L'impatto postunitario per il B. fu dunque particolarmente duro. Di esso comunque (vale a dire di una evoluzione, rispetto a quella di altri che pur essi agronomi si scoprirono allora "economisti", per tanti aspetti diversa ed opposta ma pur sottesa di un elemento comune: lo scontro con i problemi di fondo della realtà economica) ci rimane una ricca testimonianza: la sua collaborazione nel biennio 1863-64 a L'Industria italiana (nettamente più rilevante rispetto a quella ad altro giornale napoletano del periodo, La Bussola).Da essa traspare pienamente il senso del conservatorismo agrario del B., ormai costretto ad uscire allo scoperto sia sul terreno dell'analisi (cfr. soprattutto Vedute generali sull'agricoltura del Napolitano, I[1863], pp. 2-3, e la sostanziale difesa del latifondo nell'Esame pratico sulle terre abbandonate,sulle acque e sopra i latifondi,ibid., pp. 90-91), sia su quello delle proposte (ad es. l'alternativa frenante e nostalgica opposta all'affrancamento de IlTavoliere di Puglia,ibid., pp. 18-19, 26-27, 35-37; o il rilancio delle "colonie" agricole, in Vedute generali sulla ripopolazione delle campagne deserte,ibid., pp. 138-139, e dei letami in L'economia rurale in rapporto alla salute pubblica,ibid., p.66). Più ariose risultano, a conferma di una tendenza migliore alla geografia del paesaggio, le Passeggiate agronomiche per il Salento intraprese sullo scorcio dell'anno seguente. Assai poco felice invece, e si spiega, ridiventa a contatto con la discussa questione cotoniera.
Persa la moglie, continuò ancor per poco a peregrinare: ora ad Atri (1878) a dirigervi l'ennesimo Orto agrario, che dovette lasciare per il clima nocivo alla sua salute, ora a disimpegnare ispezioni di fondi commessegli da qualche proprietario.
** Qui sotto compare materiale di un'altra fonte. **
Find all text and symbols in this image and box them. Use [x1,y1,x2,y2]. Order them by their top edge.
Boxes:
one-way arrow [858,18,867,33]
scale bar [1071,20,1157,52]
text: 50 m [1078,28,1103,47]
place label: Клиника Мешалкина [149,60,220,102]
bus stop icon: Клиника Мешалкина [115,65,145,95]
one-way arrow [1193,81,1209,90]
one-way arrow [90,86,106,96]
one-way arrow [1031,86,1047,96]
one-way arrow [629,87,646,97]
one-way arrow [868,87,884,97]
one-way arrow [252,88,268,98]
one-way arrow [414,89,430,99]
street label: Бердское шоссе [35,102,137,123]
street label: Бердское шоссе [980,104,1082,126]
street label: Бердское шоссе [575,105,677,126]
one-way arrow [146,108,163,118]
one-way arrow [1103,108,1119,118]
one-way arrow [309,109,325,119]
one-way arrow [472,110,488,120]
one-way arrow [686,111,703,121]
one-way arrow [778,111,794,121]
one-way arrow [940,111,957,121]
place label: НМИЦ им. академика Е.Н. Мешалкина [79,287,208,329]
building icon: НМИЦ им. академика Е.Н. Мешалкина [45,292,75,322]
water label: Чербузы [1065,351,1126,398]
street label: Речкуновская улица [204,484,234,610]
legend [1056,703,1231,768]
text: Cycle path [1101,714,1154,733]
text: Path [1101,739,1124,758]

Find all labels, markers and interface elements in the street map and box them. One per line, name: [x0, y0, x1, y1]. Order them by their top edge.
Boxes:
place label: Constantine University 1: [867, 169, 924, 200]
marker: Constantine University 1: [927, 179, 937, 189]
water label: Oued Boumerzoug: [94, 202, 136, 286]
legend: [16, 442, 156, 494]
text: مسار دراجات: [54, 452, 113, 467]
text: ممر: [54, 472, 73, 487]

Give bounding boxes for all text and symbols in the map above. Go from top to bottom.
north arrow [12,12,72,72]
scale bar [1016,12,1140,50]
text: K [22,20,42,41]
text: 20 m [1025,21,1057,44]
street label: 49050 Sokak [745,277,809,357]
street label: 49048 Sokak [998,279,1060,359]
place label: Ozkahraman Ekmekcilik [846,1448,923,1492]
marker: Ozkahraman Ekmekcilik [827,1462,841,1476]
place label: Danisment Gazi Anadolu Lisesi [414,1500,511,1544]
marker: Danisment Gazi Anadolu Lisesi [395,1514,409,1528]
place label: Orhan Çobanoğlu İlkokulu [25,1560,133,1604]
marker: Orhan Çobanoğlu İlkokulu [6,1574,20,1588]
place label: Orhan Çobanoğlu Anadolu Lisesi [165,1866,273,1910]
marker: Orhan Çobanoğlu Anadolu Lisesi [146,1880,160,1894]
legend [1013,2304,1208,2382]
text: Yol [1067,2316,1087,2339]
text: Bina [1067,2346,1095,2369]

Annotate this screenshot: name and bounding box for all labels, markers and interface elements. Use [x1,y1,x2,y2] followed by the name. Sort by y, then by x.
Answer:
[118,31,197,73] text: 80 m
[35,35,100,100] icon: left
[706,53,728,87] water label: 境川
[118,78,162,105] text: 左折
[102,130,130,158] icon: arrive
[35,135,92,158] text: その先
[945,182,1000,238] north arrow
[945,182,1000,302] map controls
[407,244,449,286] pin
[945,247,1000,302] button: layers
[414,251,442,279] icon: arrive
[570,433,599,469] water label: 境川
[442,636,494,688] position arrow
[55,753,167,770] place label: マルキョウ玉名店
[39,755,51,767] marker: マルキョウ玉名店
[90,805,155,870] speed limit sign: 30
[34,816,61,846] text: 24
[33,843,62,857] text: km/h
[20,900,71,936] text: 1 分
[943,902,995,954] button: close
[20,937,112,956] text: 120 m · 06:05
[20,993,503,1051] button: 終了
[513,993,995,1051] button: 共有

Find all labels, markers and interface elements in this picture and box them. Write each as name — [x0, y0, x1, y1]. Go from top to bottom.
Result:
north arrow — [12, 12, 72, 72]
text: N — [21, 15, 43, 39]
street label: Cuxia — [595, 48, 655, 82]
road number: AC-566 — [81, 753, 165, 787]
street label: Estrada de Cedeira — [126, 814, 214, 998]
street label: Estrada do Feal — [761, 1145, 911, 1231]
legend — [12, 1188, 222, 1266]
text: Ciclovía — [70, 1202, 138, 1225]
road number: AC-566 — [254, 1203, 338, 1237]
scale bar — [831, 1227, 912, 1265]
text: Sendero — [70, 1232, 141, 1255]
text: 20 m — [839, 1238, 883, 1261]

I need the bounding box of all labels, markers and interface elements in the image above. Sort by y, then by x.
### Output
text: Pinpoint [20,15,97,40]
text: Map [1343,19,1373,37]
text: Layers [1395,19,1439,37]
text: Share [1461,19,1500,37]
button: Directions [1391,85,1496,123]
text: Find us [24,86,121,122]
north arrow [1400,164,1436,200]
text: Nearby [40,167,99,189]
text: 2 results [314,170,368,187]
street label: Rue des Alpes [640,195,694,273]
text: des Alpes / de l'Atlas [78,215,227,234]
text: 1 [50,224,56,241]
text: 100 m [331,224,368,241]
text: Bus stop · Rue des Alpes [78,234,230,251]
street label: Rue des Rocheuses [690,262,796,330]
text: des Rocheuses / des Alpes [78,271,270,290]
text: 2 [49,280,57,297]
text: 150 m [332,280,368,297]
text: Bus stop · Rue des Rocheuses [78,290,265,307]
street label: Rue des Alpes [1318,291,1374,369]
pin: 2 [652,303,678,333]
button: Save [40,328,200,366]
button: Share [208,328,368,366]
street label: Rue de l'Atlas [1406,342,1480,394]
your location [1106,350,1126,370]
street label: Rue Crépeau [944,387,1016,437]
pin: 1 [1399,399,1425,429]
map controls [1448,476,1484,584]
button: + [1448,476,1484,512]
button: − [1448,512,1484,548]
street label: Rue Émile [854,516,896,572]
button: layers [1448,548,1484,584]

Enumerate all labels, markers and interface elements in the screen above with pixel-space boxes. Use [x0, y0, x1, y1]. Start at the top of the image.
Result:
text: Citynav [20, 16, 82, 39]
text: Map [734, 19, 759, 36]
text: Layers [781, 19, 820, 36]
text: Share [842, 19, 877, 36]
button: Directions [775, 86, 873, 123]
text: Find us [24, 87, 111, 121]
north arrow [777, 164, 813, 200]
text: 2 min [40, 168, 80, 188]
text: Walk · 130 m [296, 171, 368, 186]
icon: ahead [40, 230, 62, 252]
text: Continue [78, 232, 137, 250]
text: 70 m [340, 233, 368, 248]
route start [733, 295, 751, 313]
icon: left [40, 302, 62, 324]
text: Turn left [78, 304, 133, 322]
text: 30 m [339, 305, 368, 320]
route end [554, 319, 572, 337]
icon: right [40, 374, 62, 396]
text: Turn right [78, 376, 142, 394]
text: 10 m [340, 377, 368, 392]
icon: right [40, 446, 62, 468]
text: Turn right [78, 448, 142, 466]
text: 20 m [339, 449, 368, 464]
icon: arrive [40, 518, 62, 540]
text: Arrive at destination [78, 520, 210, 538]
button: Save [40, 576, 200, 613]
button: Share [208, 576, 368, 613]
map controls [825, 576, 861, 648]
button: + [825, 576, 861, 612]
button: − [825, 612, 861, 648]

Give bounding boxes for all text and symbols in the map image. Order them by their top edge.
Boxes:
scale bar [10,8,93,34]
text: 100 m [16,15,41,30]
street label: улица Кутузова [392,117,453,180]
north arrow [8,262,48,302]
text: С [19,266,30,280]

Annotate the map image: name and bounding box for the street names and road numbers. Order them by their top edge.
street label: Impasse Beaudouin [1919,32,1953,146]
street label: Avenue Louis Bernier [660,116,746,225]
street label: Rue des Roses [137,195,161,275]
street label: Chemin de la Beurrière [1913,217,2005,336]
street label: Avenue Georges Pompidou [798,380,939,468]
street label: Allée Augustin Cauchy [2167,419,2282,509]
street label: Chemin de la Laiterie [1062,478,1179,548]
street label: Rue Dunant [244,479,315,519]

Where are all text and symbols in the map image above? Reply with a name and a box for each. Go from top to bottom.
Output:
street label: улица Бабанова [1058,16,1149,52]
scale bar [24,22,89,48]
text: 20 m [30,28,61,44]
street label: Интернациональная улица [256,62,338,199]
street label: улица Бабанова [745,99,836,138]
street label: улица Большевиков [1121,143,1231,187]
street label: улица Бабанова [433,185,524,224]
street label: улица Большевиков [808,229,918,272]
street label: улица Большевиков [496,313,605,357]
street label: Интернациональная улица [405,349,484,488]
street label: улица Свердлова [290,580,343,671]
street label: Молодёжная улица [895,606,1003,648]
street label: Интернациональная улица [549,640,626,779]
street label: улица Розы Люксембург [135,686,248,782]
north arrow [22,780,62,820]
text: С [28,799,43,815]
Di ritorno a Napoli da una di esse, compiuta nell'agro aversano, trovò la morte per apoplessia nella villa comunale il 29 genn. 1881.
Fonti e Bibl.: Arch. di Stato di Napoli, Assienti, n. 637, f. 73; Ibid., Ministero Pubblica Istruzione, fascio 291/8; Ibid., Consiglio di Pubblica Istruzione, fascio 630; A. Bruni, Dichiarazione dell'Autore, in Descrizione botanica delle campagne di Barletta, Napoli 1857, pp. 3-9; P. A. Saccardo, La botanica in Italia. Materiali per la storia di questa scienza, in Memorie del R. Istituto veneto di scienze,lettere ed arti, XXV (1895), 4, p. 222; V. Cappelli, Necrologia [di A. B.], in L'Omnibus, 20 febbr. 1881, pp. 45-46; A. Petruzzelli, A. B., in La Puglia agricola, IV (1881), pp. 60-62; E. Rocco, A. B., ibid., p. 23; R. Colucci, Il professore A. B., in L'Italia reale della domenica già Galiani, 6 marzo 1888, p. 258; S. Loffredo, Storia della città di Barletta, Trani 1893, II, pp. 229-230; A. Zazo, L'ultimo periodo borbonico, in Storia della università di Napoli, Napoli 1924, p. 517; L. de Rosa, La classe dirigente meridionale alla dimane dell'Unità, in Realtà del Mezzogiorno, IV (1964), pp. 377-378.